> _Exercise_: Please filter the entries and return only the lines that include "green".

Content starts

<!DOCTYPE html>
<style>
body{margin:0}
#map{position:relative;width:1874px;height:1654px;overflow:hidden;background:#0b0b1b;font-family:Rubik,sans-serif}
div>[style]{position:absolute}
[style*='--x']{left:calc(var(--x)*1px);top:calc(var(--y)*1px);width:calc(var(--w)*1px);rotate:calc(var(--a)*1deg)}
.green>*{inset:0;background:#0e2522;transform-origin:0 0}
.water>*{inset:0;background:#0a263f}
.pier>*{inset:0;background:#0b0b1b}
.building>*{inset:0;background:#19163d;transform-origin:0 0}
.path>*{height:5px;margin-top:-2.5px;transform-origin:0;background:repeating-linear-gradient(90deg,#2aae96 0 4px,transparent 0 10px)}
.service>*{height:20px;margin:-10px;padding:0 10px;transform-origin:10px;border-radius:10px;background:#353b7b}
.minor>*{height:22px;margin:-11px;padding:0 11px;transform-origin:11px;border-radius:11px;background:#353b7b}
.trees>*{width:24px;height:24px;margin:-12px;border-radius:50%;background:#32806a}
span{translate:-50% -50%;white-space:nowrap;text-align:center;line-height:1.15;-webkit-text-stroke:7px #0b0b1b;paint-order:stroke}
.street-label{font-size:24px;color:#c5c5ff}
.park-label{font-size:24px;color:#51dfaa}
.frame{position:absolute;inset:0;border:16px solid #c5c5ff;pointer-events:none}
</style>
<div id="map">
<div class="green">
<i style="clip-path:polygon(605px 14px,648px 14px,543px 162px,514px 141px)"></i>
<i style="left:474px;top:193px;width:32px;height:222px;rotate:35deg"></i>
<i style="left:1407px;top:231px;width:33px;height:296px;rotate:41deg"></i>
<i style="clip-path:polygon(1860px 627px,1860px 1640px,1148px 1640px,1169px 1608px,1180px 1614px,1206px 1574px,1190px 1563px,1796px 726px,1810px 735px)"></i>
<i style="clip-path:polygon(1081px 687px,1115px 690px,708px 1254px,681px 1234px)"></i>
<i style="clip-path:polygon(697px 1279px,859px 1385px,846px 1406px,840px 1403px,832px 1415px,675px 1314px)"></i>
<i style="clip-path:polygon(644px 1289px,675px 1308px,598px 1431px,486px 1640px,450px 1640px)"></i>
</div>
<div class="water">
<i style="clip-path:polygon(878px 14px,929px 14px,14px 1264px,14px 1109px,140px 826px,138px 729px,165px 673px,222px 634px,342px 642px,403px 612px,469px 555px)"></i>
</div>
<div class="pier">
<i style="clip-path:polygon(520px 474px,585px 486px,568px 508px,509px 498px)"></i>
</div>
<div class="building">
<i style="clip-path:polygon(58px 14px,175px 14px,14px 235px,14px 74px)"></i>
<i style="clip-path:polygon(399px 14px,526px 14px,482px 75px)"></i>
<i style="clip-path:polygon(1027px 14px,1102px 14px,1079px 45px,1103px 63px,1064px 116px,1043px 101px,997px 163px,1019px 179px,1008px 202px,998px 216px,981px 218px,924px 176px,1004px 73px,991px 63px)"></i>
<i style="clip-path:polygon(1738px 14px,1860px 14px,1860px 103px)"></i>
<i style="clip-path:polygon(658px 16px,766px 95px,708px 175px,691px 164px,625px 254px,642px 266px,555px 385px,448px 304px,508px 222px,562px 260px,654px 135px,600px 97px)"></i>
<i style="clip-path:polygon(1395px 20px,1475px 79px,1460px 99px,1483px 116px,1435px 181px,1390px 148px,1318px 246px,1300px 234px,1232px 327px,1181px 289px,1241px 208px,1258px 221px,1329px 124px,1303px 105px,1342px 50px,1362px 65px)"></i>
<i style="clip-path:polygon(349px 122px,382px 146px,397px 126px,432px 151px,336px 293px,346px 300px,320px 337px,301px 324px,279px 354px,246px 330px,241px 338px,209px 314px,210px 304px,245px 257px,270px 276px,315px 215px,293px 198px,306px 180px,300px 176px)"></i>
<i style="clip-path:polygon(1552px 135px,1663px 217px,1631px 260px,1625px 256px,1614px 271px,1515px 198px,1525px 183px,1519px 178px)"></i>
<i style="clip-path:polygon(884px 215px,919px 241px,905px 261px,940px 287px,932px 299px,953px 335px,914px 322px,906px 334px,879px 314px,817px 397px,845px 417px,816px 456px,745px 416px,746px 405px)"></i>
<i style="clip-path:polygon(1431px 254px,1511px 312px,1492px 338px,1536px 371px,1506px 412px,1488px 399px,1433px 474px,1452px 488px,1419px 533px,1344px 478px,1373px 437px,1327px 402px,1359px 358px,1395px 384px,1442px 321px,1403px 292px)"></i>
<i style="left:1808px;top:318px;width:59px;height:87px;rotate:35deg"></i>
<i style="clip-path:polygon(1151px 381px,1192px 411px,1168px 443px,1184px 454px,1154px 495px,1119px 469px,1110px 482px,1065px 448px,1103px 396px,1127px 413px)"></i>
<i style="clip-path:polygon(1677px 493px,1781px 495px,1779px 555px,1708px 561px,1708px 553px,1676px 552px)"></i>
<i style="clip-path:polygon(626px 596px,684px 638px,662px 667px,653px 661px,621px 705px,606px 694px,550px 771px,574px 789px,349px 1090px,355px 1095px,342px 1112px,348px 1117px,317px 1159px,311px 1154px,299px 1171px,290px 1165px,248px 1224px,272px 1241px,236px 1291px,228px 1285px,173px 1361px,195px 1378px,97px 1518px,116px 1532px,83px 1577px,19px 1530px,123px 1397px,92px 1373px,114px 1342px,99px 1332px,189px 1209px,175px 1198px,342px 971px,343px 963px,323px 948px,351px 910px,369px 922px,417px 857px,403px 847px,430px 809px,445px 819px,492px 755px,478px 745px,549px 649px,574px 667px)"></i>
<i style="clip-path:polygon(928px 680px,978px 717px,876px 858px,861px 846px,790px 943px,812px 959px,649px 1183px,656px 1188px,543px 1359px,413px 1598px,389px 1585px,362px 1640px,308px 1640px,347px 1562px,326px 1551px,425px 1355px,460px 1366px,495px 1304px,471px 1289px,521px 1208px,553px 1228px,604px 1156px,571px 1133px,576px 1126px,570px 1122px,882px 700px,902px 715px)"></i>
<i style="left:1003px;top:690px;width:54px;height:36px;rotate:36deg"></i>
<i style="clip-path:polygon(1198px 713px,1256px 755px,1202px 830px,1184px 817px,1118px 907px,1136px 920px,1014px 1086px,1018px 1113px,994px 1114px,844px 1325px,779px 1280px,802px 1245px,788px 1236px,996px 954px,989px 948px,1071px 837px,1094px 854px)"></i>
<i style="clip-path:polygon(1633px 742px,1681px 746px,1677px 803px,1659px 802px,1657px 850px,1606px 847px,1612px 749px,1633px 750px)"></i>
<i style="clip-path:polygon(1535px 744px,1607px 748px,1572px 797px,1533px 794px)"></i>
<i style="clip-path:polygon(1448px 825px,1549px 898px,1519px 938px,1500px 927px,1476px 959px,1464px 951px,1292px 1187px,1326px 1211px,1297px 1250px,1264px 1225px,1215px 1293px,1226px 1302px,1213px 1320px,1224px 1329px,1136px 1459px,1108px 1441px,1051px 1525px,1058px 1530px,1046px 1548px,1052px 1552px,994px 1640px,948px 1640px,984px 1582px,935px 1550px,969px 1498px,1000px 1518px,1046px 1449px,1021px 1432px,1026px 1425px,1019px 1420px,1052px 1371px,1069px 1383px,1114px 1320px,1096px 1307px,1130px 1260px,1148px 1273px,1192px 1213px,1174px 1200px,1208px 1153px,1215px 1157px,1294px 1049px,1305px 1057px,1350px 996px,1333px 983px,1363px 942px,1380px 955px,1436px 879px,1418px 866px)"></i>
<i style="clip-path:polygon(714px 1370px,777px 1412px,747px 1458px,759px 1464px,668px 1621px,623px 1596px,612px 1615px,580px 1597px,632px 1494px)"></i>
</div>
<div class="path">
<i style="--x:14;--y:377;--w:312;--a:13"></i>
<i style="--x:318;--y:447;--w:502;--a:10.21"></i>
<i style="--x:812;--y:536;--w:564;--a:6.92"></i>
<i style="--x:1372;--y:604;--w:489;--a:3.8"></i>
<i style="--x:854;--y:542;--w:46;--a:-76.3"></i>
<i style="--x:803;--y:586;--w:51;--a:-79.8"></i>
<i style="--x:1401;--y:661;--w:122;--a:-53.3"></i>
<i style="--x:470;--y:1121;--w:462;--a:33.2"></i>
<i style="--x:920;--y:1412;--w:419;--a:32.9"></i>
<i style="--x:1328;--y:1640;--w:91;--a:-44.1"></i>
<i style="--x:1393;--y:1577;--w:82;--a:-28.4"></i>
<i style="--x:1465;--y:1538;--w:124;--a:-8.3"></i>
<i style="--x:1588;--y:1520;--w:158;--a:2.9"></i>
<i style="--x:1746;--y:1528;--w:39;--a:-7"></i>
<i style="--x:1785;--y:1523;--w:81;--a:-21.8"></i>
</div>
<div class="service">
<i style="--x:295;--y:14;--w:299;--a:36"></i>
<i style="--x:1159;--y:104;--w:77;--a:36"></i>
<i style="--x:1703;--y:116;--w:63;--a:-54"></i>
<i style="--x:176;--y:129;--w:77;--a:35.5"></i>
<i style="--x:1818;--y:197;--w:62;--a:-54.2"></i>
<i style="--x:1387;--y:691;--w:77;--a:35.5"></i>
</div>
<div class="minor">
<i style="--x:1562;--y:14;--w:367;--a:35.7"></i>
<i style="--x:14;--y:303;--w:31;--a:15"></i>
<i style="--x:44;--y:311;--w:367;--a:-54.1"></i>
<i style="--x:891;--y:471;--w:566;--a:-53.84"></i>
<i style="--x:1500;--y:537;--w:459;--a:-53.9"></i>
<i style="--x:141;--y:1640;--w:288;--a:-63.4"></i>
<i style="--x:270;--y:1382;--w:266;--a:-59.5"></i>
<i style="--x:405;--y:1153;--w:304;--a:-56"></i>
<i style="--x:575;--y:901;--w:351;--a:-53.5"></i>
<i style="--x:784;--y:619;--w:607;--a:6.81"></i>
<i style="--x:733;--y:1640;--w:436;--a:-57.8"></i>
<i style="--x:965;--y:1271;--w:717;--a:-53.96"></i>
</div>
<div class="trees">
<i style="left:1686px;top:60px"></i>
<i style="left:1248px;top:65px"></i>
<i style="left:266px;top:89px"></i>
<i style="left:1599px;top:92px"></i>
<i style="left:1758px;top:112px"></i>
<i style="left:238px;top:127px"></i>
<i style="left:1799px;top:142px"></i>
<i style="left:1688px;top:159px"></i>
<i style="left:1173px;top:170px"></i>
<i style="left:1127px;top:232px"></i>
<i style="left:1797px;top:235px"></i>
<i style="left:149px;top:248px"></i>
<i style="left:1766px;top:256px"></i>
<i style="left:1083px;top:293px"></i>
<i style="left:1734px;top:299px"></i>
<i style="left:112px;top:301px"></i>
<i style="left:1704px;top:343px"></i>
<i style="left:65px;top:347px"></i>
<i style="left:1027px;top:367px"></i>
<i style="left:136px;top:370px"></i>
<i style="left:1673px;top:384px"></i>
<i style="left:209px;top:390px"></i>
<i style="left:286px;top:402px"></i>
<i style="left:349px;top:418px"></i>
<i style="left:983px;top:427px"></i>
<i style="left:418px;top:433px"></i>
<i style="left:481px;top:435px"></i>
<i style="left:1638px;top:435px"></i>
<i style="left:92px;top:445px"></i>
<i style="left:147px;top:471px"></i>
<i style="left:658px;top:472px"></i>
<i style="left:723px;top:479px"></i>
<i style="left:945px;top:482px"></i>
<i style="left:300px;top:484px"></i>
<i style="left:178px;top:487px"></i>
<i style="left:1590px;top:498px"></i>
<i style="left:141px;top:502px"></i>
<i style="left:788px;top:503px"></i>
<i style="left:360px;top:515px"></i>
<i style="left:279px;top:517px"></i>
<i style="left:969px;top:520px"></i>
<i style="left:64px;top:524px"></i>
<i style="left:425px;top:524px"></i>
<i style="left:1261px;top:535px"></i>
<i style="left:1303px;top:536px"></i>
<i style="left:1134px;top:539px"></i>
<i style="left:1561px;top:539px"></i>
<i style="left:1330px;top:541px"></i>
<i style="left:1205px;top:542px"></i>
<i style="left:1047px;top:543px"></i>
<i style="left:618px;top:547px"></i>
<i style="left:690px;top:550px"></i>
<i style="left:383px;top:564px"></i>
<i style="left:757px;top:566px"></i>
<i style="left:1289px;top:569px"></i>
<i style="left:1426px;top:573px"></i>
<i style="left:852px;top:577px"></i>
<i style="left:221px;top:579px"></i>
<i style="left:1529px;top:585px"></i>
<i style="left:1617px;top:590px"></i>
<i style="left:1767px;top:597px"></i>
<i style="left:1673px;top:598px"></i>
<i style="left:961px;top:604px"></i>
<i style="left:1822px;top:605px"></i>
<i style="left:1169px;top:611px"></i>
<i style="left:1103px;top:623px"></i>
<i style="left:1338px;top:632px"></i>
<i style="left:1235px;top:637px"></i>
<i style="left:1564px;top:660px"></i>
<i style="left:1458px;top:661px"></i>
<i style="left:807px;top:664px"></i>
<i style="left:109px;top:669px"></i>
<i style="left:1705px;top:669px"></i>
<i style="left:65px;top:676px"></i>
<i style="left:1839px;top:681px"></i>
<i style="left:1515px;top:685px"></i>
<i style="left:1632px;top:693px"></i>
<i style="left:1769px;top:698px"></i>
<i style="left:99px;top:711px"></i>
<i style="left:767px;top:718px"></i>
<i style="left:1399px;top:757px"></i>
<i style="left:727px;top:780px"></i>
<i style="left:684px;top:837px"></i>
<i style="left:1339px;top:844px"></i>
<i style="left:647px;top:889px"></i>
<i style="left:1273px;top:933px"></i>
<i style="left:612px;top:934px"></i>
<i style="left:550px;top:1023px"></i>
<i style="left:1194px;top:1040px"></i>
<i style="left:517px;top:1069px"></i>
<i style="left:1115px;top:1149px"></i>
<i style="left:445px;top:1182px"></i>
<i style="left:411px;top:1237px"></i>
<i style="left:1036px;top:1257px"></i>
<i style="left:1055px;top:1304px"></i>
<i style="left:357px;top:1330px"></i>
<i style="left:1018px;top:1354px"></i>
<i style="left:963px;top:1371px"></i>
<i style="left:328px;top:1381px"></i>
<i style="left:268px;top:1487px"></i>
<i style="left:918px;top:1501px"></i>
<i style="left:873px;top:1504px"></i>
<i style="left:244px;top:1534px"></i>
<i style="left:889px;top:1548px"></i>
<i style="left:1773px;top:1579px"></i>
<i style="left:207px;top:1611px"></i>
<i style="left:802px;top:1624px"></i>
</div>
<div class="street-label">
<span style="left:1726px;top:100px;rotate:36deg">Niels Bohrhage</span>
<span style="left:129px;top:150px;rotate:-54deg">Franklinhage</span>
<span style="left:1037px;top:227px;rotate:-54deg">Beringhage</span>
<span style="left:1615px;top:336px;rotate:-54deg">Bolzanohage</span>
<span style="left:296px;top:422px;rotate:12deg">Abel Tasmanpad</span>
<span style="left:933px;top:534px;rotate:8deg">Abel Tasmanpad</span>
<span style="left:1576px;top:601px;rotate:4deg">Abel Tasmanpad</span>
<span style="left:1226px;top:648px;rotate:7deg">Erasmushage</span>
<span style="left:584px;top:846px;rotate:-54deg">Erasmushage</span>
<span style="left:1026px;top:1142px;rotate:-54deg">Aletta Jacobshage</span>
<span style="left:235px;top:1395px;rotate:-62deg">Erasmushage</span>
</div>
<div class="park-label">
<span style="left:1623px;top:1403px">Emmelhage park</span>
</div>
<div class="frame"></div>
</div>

Content ends

> _Response for this exercise_:
.green>*{inset:0;background:#0e2522;transform-origin:0 0}
<div class="green">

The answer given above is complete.